To address some of these nutrient deficiencies, many practitioners prescribe an initial loading dose before stepping down to a maintenance dose. Researchers have already reported several positive examples of improved health that occurred due to increasing nutrient intake above the RDA. For patients dealing cardiovascular disease, magnesium supplementation doses of up to 800 mg, which is twice the RDA, have proven to effectively regulate blood pressure.
Additionally, pregnant women who struggle with vitamin D deficiency may benefit from taking up to 4000 IU, ten times the normal RDA. Many conflicting reports and recommendations exist for vitamin D’s RDA, which was set to 400 IU/day. However, many researchers and clinicians have realized that higher doses of vitamin D can benefit the body without causing adverse side effects.

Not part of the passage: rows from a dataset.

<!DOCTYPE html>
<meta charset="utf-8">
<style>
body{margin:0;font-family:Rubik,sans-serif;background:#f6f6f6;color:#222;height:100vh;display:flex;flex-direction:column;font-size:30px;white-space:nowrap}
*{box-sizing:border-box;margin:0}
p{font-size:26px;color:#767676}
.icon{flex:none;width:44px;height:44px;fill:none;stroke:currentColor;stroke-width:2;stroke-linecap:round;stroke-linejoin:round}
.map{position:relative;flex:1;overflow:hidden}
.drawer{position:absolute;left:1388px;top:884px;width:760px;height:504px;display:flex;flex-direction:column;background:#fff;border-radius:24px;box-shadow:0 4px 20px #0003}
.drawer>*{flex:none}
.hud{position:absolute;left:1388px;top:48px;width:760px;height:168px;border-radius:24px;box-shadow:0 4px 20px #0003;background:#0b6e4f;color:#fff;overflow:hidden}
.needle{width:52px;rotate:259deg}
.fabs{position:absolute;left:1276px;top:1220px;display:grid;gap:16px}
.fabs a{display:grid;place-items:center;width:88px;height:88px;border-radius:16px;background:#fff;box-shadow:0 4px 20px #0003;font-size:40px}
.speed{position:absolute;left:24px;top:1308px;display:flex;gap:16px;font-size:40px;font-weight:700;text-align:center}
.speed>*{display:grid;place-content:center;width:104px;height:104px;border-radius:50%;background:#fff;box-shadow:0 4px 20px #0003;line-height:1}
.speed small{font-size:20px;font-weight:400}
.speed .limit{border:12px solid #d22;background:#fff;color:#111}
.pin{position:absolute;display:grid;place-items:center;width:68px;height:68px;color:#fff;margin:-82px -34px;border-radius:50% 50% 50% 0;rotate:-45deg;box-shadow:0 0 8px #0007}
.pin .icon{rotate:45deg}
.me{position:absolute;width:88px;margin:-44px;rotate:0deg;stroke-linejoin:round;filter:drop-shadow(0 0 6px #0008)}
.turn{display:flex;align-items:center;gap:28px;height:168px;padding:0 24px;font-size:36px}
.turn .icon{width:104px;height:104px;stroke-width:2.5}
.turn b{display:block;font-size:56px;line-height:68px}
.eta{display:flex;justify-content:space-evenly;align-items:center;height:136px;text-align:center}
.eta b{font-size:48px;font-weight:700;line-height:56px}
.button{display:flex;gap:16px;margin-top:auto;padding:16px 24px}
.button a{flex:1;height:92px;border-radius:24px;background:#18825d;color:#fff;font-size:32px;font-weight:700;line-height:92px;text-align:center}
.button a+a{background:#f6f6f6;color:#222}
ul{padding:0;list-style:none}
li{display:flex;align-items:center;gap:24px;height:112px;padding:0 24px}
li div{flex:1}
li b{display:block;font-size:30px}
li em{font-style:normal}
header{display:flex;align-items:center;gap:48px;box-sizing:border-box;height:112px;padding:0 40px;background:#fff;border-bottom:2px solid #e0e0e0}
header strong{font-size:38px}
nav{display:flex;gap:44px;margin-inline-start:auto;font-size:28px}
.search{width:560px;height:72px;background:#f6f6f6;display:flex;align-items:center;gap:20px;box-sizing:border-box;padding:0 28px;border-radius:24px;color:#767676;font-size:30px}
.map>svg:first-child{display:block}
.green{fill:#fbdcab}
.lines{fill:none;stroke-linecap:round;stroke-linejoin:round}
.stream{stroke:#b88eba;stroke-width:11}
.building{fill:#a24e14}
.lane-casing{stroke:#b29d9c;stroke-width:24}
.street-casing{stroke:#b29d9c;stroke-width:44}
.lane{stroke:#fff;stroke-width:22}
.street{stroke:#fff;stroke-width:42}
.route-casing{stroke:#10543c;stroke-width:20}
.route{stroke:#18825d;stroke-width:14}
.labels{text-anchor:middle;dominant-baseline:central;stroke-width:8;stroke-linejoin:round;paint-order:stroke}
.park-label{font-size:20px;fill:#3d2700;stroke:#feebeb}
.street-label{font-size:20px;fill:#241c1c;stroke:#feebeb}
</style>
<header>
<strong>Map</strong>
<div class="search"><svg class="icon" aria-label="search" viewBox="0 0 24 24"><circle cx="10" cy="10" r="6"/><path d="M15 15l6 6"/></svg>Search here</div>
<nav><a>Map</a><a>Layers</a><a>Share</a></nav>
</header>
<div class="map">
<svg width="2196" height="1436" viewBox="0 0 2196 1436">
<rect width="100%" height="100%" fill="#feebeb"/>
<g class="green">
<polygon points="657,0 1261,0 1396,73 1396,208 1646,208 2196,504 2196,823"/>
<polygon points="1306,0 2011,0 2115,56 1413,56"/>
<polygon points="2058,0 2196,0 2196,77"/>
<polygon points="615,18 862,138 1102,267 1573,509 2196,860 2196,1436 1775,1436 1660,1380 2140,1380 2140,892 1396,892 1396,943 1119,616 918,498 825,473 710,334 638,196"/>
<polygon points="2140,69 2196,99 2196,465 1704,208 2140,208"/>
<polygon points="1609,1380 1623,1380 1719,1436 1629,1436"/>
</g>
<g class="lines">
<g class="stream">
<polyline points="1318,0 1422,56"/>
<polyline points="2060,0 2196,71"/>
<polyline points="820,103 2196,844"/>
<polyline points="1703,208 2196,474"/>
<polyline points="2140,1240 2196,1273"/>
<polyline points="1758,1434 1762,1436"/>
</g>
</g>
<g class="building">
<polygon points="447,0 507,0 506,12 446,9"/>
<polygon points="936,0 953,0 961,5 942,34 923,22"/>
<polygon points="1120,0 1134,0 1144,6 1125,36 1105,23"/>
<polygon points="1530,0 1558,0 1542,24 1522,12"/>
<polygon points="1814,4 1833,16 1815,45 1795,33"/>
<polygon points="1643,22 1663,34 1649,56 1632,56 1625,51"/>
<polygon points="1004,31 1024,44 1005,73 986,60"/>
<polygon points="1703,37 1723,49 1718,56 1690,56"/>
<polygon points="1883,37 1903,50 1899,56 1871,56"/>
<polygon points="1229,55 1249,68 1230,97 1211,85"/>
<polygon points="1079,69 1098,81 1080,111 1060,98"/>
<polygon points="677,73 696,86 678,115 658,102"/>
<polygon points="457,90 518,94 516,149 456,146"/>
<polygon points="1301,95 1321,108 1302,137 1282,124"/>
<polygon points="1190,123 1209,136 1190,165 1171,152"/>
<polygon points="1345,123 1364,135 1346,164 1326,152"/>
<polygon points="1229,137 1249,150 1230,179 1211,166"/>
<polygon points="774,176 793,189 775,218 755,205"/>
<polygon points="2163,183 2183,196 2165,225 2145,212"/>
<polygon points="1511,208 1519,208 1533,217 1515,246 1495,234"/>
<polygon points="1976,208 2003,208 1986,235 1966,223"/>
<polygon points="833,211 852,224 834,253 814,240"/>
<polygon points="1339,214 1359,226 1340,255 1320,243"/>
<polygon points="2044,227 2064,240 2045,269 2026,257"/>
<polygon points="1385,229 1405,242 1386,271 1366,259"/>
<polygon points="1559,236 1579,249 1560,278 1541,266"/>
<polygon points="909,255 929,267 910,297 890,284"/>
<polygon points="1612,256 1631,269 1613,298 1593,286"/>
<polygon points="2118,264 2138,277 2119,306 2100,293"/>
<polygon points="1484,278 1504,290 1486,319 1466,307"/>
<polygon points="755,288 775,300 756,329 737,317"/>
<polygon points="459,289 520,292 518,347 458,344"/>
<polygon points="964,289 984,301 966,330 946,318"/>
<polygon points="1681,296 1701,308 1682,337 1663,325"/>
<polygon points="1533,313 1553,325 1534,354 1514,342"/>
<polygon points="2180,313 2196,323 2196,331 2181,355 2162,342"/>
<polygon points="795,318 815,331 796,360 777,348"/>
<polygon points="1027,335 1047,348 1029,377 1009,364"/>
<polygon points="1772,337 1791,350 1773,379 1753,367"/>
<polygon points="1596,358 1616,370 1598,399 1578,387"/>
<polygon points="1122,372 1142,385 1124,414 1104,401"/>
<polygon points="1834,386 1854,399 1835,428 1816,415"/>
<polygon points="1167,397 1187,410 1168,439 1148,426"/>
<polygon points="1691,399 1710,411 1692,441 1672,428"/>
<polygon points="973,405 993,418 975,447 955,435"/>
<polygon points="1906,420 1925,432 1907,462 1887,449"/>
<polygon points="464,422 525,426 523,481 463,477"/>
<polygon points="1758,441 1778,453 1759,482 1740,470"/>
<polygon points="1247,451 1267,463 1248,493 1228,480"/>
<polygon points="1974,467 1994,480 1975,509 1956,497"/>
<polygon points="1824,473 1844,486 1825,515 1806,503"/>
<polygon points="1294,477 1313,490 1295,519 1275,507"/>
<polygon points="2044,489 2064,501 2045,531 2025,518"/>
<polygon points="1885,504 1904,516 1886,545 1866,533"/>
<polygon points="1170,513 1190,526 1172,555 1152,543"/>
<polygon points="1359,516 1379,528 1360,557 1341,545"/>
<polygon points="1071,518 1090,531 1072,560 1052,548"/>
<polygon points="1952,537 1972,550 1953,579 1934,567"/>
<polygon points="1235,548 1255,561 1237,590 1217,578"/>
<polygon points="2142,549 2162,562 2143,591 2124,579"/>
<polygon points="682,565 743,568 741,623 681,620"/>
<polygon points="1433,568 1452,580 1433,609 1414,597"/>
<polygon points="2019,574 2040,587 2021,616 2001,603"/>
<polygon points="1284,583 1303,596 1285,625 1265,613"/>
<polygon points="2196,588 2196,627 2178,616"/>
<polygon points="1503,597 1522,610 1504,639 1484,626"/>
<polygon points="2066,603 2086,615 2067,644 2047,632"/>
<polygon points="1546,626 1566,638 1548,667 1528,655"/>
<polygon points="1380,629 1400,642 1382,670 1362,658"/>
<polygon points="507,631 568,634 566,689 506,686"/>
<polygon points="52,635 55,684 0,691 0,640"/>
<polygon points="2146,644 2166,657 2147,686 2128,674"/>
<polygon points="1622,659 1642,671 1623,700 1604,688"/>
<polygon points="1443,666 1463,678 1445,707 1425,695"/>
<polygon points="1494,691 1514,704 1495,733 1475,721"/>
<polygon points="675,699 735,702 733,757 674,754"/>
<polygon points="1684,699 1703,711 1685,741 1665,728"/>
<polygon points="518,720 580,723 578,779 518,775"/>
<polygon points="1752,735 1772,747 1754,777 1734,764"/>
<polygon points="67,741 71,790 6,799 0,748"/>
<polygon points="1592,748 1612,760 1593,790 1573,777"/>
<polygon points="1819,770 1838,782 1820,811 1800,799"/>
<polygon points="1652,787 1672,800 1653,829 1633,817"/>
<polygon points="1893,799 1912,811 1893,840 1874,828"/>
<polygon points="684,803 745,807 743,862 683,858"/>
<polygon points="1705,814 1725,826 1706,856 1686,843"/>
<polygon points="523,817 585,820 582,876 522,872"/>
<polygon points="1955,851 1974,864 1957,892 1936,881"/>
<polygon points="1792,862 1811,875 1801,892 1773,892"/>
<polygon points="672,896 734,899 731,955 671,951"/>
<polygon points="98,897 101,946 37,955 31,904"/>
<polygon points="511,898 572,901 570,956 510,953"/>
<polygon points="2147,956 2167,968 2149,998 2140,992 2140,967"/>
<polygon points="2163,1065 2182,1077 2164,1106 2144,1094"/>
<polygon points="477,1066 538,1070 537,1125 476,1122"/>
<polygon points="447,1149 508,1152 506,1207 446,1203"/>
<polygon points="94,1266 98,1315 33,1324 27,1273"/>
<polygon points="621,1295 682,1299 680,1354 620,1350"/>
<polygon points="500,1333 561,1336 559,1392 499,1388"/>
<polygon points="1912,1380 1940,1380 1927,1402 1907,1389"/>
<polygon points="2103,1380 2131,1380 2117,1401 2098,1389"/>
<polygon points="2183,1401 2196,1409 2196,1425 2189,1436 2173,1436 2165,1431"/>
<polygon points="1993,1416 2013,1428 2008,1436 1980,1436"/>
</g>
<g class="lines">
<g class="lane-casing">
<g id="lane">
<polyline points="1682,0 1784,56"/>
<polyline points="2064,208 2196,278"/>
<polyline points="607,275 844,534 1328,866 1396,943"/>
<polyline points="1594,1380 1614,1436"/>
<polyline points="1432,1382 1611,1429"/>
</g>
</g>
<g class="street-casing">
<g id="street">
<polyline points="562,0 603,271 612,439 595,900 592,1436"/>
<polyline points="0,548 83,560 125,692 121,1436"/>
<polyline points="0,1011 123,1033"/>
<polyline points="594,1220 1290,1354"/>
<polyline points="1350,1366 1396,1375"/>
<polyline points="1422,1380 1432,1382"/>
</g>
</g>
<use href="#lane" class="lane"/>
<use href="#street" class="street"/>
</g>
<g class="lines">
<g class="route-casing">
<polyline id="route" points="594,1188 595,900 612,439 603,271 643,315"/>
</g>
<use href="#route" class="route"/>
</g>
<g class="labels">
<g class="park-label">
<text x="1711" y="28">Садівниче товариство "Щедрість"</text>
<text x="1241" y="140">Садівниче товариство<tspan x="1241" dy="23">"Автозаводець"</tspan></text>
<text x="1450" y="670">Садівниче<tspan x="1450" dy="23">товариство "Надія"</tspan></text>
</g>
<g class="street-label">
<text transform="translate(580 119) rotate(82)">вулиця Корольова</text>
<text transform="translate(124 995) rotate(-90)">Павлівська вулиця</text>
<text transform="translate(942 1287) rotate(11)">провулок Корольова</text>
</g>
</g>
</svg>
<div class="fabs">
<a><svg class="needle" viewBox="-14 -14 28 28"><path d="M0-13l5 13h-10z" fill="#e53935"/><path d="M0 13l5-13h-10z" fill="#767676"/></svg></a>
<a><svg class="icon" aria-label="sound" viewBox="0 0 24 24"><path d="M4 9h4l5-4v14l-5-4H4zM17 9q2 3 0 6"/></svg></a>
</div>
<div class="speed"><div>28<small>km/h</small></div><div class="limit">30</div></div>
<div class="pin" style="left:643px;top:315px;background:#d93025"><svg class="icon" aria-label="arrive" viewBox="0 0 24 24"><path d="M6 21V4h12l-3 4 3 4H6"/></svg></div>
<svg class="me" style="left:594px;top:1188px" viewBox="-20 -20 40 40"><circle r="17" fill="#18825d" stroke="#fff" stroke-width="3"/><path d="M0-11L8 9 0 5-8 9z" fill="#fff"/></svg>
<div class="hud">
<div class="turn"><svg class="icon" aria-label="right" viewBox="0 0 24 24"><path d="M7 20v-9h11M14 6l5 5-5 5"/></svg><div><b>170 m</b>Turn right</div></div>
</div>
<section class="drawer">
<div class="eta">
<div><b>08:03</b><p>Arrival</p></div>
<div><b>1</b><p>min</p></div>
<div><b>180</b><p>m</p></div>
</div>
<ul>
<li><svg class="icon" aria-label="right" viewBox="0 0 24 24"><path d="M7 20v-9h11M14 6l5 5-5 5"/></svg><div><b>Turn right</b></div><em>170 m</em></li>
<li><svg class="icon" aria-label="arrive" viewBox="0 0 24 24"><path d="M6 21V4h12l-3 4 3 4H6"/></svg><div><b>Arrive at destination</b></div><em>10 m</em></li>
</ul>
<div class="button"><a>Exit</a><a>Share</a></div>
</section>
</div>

While the current tolerable uptake level for vitamin D is set at 10,000 IU, many doctors have begun to prescribe doses far above that. For daily use, some clinicians recommend up to 15,000 IU per day. For those with severe deficiency, doctors may prescribe a vitamin D dosage as high as 50,000 IU per day for a couple weeks, before recommending patients retest.
If you’re looking to replenish your nutrient deficiencies, we recommend working with a qualified naturopathic doctor or nutritionist. They can order a test for you to determine your nutrient levels and prescribe an appropriate protocol to bring your nutrient levels into optimal ranges.